Linking the Medicare claims to the SEER data provides a unique database to study cancer control, prevention, treatment, healthcare service utilization, and Medicare expenditures for patients above the age of 65 years. The SEER-Medicare data are an efficient and cost effective source of information on large heterogeneous, patient populations, unlike the geographically limited clinical trials (Potosky, 1993). These observational data include all women residing in a community setting, and biases such as volunteer bias in clinical trials and recall bias are also reduced. Also, since SEER data have been collected from medical charts and pathology reports, they contain a wealth of
information on cancer histology, type, stage and extent of spread. Medicare data have the advantage of being longitudinal, and also provide the ability to identify tests and procedures more accurately; claims data have higher sensitivity for tests and procedures than chart audits (Nattinger, 2002). The two datasets complement each other as they combine the details during initial diagnosis from chart review, with a lifetime of utilization and cost data from claims.

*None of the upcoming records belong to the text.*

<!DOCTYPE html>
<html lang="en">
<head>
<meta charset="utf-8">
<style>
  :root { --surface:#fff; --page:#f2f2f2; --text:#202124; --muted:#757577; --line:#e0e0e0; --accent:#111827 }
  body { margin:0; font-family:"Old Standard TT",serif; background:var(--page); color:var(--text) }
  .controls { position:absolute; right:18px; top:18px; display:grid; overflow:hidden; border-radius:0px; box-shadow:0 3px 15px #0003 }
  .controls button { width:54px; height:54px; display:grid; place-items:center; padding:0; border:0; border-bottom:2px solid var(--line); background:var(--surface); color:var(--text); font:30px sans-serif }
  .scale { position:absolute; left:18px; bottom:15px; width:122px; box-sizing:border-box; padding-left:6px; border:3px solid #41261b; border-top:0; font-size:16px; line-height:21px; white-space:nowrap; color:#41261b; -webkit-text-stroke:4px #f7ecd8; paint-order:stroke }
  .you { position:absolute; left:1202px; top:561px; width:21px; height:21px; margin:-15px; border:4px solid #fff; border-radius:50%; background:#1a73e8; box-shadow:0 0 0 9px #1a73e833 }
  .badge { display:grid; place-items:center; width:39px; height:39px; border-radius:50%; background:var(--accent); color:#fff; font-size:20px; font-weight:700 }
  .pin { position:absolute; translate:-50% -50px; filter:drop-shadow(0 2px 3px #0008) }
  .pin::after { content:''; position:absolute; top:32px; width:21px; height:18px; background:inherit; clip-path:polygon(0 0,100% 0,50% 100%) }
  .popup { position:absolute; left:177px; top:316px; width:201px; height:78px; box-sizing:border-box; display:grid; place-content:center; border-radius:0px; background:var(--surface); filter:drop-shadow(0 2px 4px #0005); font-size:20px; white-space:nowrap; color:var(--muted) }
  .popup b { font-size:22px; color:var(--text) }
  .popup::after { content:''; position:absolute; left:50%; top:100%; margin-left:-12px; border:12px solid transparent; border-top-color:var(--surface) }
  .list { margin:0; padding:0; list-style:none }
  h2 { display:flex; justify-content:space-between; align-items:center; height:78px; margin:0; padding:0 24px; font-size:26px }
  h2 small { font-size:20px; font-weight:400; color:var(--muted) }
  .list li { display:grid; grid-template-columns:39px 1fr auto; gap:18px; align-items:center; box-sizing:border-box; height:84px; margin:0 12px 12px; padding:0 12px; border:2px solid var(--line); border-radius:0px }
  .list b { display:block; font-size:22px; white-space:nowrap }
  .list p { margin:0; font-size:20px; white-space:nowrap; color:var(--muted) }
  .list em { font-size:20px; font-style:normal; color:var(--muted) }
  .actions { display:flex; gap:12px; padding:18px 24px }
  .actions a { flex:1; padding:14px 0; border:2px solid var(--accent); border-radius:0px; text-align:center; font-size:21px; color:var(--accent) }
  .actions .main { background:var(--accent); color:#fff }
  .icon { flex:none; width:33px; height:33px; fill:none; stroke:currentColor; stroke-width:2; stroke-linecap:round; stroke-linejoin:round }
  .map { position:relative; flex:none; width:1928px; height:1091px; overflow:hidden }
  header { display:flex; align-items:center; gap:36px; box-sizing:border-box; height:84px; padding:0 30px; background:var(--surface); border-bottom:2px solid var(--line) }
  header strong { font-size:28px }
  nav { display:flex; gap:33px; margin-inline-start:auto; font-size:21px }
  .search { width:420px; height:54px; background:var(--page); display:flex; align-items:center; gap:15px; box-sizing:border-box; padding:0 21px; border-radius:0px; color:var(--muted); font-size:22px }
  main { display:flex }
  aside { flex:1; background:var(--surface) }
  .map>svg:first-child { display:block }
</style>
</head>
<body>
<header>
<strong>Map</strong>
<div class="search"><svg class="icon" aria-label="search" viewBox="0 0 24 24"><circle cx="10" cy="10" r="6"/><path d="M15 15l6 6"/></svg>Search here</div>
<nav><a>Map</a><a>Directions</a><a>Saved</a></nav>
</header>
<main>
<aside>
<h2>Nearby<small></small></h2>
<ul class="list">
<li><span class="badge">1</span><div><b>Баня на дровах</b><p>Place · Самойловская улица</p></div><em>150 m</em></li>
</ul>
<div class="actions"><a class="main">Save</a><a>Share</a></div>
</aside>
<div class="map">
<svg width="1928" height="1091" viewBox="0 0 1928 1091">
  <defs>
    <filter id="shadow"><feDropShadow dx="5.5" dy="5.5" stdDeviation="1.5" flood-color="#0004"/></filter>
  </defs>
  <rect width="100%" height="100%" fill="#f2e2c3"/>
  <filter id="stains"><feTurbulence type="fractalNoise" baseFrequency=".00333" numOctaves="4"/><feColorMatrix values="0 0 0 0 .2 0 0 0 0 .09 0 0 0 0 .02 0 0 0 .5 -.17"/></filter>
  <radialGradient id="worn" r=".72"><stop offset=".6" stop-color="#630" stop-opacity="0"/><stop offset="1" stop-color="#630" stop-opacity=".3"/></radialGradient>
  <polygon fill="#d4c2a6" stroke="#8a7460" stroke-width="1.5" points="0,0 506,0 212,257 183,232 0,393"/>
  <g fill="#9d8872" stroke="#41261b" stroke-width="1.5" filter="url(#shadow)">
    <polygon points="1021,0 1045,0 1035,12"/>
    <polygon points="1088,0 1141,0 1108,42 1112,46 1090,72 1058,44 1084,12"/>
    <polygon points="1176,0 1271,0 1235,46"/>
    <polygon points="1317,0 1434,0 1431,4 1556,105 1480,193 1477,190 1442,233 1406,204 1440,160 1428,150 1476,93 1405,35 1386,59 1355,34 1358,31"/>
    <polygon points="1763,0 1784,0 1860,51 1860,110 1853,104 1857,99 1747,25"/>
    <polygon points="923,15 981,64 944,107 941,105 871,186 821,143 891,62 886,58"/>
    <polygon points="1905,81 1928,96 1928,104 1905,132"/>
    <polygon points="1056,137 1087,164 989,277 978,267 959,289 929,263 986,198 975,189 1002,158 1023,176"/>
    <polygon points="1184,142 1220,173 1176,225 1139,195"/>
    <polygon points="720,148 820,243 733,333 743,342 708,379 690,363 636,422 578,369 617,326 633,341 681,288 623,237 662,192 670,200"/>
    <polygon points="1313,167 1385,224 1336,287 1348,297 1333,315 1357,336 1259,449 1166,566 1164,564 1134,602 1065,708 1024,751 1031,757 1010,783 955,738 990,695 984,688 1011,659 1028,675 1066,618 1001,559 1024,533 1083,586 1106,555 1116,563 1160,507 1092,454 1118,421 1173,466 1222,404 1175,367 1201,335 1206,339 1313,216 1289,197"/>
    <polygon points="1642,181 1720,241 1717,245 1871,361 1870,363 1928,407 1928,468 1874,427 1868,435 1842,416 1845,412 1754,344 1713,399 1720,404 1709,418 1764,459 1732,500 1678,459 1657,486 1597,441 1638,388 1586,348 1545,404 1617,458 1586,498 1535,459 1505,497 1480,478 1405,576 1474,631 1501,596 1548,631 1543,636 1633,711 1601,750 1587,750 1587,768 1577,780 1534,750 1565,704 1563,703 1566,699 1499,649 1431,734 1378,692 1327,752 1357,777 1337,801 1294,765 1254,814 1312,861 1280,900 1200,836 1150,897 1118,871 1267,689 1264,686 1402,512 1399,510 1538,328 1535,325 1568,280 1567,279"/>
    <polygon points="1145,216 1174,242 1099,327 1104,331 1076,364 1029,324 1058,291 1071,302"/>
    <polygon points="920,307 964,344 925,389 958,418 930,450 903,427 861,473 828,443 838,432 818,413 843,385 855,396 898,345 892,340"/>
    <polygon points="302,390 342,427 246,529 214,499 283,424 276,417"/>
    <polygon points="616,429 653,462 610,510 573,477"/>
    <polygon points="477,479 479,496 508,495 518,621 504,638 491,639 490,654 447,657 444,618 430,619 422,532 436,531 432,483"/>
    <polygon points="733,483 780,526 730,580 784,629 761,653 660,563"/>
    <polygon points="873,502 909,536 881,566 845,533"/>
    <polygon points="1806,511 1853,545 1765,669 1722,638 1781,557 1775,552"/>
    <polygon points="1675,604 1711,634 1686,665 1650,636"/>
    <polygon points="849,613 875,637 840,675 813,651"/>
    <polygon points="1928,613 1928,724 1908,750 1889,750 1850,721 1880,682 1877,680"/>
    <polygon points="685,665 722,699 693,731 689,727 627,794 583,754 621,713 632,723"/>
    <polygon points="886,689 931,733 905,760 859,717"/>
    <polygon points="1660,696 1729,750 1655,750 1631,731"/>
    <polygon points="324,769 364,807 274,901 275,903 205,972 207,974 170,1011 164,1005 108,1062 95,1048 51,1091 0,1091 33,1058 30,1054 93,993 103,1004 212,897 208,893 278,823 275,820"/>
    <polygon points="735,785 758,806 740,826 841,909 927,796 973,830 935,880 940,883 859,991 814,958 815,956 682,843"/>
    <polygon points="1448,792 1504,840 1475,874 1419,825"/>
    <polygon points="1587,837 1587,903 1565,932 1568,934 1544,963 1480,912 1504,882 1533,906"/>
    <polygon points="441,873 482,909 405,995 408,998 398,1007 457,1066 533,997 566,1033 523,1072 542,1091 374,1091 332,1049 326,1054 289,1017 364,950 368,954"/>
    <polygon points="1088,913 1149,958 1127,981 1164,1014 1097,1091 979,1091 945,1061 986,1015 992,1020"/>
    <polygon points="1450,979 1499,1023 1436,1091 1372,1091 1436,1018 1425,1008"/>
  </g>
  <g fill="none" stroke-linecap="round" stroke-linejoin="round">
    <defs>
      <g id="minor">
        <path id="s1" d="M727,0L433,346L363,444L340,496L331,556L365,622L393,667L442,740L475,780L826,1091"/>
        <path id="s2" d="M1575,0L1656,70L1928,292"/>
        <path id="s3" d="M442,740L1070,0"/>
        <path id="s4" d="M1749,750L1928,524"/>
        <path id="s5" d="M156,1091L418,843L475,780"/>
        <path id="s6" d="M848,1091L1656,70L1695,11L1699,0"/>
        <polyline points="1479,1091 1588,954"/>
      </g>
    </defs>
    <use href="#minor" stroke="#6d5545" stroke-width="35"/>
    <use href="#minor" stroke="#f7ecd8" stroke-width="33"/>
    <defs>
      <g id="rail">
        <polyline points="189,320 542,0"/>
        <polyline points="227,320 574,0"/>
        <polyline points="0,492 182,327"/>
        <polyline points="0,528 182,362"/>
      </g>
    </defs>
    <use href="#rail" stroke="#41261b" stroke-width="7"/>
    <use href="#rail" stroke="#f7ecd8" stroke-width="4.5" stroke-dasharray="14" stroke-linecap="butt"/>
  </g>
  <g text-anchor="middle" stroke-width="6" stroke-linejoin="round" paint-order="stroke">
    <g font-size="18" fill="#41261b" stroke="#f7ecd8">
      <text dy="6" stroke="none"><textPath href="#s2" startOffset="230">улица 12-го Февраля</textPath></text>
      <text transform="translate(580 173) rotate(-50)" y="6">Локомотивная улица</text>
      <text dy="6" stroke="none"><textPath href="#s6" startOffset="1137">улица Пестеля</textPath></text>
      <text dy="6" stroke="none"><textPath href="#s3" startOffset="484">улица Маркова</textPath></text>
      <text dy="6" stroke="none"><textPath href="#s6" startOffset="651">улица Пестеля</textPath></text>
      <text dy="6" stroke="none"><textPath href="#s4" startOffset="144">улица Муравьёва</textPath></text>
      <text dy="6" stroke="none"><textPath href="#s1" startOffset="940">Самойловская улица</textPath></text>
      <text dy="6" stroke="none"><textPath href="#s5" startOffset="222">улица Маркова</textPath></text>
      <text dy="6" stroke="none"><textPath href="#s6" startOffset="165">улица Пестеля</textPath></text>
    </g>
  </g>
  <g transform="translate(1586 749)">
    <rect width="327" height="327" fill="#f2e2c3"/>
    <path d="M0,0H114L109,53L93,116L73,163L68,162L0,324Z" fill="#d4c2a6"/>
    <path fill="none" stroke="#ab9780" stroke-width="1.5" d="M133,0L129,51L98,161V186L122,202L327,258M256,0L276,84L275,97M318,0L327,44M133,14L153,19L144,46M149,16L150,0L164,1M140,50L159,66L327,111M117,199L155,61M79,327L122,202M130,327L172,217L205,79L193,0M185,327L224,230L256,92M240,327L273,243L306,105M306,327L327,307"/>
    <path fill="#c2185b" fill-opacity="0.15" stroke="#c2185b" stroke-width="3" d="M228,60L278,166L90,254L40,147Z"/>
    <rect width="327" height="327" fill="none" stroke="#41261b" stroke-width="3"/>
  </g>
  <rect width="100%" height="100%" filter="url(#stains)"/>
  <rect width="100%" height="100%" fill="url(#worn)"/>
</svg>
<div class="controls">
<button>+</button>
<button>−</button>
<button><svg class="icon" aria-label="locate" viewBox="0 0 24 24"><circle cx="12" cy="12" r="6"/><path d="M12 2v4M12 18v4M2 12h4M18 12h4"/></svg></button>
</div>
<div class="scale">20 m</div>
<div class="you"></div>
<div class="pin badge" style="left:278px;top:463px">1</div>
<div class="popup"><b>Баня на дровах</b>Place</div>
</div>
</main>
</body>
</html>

Since the SEER Medicare database is large, it provides an opportunity to study the occurrence of neutropenia in breast cancer patients receiving chemotherapy with higher statistical power. It has been established that chemotherapy use in women above 65 years of age, rates of hospitalization for chemotherapy-induced toxicity (including neutropenia), and administration of G- CSF can be identified using SEER Medicare data (Du, 2002; Earle, 2001; Schrag, 2001, Du, 2001a; Du, 2001b). Chemotherapy and G-CSF are covered by Medicare and thus can be identified using the claims. Also, the validity and reliability of Medicare claims to identify chemotherapy administration has been successfully documented by previous studies (Warren, 2002; Du, 2005). Medicare has a high sensitivity for detecting the receipt of chemotherapy, which is around 88% for breast cancer. The claims code for the actual chemotherapy drug delivered, if present, is in high agreement with the drug as reported by comparative chart reviews in case of breast cancer.
One limitation of the data is that the chemotherapy drug is often not indicated in the claims in case of breast cancer. The sensitivity to identify specific chemo agents for breast cancer are 52.5% (Methotrexate), 76.2% (Cyclophosphamide) and 79.2% (5-FU). The sensitivity of other agents has not been verified (Warren, 2002). If the administrative data cannot be used to identify the specific agent, then it is difficult to identify the agent as breast cancer chemotherapy involves numerous agents. Also, frequency of the claims do not necessarily determine the frequency or duration of the chemotherapy since some providers bill Medicare for multiple administrations using just one claim. However, this is an issue only if we want to identify the actual chemotherapy drug, and we do not aim to accomplish that in this study. Claims data are very sensitive in identifying the chemotherapy administration itself.